The Socialist Party’s Joe Higgins and Clare Daly and independent TD Thomas Pringle have all said they will not pay the charge and have urged the public to boycott it also.
Deputy Daly, who was jailed in 2003 over the anti bin tax campaign, was the first to oppose the charge, while speaking in the Dáil on Tuesday night.
Despite being warned by Minister for the Environment Phil Hogan that those who did not pay would be pursed with charges of up to €2,500, but Ms Daly still described the new charge as “reprehensible”.
She said the government’s game was to “open up a new tier of local taxation which will see ordinary people facing bills in the next two to three years of more than €1,000 plus per household.”

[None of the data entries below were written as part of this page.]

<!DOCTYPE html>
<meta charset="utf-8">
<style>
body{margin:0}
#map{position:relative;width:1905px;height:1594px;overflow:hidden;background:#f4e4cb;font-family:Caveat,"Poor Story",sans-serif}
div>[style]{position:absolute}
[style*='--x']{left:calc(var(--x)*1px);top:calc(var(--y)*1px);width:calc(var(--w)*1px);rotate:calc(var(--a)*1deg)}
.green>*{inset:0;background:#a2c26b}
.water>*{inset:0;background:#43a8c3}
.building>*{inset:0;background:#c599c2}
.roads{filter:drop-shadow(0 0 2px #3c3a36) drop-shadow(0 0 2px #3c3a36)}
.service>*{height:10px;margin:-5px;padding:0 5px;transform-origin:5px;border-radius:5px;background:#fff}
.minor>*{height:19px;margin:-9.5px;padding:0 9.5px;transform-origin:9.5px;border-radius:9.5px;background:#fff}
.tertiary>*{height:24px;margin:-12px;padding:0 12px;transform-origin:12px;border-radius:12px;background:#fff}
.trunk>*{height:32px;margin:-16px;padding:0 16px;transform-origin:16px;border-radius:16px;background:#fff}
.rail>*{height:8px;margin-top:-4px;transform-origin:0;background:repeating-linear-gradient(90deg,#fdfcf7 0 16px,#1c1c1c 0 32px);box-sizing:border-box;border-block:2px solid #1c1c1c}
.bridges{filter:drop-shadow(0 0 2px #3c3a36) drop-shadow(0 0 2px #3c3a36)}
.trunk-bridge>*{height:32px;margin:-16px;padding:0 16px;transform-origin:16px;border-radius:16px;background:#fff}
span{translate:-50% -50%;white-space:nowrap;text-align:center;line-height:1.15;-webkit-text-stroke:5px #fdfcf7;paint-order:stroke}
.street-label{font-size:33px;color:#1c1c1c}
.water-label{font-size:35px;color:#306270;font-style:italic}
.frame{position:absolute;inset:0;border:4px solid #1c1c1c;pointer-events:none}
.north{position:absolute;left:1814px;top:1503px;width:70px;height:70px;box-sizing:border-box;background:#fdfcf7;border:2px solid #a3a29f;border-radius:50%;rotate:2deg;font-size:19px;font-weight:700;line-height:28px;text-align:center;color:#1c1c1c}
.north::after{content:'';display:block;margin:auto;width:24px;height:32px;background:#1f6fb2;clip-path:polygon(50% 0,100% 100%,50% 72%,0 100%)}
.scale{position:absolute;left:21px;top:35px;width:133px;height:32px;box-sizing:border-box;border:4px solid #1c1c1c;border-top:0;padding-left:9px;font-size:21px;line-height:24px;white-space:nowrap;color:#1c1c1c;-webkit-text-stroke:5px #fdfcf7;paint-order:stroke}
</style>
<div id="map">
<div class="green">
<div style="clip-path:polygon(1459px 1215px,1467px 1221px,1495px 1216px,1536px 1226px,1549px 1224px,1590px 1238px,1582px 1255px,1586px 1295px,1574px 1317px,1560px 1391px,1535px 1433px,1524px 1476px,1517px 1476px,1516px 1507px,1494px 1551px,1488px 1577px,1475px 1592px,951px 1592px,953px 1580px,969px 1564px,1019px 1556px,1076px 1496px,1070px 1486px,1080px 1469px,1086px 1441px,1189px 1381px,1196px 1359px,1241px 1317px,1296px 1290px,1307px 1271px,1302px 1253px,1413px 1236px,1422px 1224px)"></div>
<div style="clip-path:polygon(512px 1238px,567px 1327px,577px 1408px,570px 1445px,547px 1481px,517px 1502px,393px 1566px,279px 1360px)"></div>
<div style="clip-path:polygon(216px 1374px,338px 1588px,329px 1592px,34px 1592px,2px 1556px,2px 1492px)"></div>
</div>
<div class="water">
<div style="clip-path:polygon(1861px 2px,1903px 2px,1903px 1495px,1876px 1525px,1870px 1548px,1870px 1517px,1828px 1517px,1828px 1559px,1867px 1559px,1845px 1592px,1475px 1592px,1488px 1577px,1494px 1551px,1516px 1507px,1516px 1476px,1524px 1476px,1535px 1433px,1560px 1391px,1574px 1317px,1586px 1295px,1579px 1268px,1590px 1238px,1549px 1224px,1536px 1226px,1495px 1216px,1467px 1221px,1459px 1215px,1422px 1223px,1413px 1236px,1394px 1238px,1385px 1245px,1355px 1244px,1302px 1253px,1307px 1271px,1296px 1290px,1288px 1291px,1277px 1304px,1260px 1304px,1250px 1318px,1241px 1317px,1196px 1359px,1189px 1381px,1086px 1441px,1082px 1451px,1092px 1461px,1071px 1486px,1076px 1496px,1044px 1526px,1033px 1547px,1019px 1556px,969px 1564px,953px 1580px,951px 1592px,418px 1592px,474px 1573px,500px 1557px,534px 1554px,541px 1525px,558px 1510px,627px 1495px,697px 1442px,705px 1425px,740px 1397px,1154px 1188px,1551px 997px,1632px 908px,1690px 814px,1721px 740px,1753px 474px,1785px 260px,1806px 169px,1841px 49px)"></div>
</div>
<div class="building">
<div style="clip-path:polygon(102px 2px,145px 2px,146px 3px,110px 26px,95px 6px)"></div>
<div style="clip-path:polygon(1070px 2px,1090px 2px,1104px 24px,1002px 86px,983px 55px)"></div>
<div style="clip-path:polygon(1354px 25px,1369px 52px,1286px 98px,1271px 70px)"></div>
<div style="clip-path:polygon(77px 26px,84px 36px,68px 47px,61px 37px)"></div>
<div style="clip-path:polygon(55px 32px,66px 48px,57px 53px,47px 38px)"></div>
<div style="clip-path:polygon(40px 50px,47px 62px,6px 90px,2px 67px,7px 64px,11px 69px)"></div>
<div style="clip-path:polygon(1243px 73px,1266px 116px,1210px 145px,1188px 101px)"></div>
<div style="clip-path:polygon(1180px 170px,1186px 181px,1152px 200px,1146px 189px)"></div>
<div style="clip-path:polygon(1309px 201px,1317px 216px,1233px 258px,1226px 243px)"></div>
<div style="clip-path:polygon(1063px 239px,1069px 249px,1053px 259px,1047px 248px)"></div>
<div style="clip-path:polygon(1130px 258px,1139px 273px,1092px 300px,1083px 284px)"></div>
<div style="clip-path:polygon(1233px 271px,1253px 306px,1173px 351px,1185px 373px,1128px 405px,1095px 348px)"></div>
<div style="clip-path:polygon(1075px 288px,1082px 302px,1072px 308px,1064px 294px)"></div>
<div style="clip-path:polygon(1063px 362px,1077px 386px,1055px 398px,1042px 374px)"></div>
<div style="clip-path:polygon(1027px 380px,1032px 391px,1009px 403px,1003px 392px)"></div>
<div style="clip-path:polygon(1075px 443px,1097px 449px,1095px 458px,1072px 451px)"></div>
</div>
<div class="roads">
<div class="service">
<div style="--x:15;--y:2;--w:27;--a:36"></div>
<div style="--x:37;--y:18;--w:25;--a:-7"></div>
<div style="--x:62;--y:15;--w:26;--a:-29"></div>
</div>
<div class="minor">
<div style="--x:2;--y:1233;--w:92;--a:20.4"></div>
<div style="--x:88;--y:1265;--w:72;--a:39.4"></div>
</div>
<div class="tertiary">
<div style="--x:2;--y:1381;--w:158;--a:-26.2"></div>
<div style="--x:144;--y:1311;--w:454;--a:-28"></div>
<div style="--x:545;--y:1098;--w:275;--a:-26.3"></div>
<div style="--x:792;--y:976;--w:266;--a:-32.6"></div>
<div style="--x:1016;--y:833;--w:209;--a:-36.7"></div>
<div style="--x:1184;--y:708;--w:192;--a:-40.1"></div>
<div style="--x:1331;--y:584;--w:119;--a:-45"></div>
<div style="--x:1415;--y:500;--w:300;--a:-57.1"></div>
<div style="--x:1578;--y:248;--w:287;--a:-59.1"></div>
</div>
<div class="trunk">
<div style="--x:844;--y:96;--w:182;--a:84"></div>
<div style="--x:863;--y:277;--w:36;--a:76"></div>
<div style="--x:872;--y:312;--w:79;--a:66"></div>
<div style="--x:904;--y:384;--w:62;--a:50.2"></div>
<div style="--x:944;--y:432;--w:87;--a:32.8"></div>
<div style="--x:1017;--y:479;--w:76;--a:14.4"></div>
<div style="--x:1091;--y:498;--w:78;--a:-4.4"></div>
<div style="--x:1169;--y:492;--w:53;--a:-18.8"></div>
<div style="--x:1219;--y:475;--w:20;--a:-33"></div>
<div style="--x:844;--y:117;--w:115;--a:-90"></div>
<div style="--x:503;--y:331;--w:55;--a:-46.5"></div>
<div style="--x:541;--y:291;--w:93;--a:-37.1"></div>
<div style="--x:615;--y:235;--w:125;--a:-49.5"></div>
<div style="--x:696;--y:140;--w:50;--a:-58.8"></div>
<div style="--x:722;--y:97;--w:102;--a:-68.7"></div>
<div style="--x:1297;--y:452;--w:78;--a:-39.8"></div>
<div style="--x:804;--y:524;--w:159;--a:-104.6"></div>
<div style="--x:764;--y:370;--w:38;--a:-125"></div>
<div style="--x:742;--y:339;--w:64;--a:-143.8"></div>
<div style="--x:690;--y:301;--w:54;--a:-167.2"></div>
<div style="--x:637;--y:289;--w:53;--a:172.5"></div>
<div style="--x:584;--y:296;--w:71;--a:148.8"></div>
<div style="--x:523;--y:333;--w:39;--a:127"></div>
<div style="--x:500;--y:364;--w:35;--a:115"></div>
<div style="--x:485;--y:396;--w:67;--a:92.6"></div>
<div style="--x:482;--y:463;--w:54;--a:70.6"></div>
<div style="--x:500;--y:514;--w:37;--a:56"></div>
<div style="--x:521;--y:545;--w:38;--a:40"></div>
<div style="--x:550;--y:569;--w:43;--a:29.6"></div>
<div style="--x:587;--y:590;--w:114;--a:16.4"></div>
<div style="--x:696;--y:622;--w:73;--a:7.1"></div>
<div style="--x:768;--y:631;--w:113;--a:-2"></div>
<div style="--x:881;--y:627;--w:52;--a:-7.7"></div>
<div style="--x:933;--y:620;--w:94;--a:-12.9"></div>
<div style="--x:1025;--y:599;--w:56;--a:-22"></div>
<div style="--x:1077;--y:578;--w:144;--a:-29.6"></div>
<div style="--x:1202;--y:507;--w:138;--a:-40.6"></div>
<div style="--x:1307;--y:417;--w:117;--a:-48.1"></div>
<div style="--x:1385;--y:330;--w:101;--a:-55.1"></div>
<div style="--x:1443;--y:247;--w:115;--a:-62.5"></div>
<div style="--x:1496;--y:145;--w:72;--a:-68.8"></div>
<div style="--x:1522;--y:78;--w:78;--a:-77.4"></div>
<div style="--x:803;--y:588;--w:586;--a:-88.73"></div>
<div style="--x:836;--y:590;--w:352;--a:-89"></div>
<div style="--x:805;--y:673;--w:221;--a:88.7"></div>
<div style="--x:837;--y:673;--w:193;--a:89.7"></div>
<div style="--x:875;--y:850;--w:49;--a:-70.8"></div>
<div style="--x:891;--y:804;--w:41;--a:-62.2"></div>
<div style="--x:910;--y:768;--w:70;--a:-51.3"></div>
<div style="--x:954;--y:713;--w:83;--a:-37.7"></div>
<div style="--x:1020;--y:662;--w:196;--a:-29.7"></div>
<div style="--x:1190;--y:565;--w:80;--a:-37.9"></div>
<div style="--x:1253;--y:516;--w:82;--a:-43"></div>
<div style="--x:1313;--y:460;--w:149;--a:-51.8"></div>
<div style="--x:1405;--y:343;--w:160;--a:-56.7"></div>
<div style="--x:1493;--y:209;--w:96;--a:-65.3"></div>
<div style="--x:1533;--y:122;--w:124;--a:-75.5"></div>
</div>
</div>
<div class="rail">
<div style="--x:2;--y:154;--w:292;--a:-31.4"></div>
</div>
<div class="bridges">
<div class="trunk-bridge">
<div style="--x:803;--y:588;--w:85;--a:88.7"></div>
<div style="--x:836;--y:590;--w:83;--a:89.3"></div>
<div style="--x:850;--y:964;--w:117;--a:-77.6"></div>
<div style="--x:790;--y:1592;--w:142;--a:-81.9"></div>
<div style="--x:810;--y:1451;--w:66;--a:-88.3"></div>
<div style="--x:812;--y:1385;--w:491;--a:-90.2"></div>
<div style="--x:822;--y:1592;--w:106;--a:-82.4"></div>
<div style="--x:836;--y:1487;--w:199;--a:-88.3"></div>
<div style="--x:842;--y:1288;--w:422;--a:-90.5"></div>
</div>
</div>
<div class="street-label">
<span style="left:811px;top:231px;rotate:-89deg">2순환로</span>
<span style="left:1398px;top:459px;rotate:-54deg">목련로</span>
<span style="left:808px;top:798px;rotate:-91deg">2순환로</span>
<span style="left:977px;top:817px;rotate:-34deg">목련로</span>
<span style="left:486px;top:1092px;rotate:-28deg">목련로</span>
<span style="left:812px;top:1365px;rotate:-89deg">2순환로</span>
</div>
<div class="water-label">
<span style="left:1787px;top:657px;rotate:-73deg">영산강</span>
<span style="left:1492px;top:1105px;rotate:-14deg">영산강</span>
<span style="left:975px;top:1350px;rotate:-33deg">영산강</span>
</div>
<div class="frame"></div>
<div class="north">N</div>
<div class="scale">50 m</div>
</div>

Regarding the penalties, she said they were “really punitive” and warned that the government “can’t bring everyone to court,” citing that of the 1.4 million householders eligible for the charge, at best 5% could be brought to court.
She added that the idea of judges “imposing heavy sanctions on ordinary people while not a single banker has ended up in jail will not be tolerated”.
“I will not be paying the household charge and I will not register to pay it”, she said and warned the Government “you’re going to face an almighty battle on this issue.”
Meanwhile her Socialist Party colleague Joe Higgins has called on people to boycott the charge, saying the government could not “coerce” all the householders in the country into paying.
Deputy Higgins said this was an opportunity for the public to “have their own referendum on these ruinous austerity policies.”
He predicted that the “vast bulk” of people wouldn’t have paid by the end of March and predicted that a boycott could “break this unjust tax”.
His comments were echoed 24 hours earlier by independent TD Thomas Pringle, who called on people to support a campaign not to pay the new €100 household charge.
He said he would not be registering for the tax, nor would he pay it, describing it as a “tax too far.”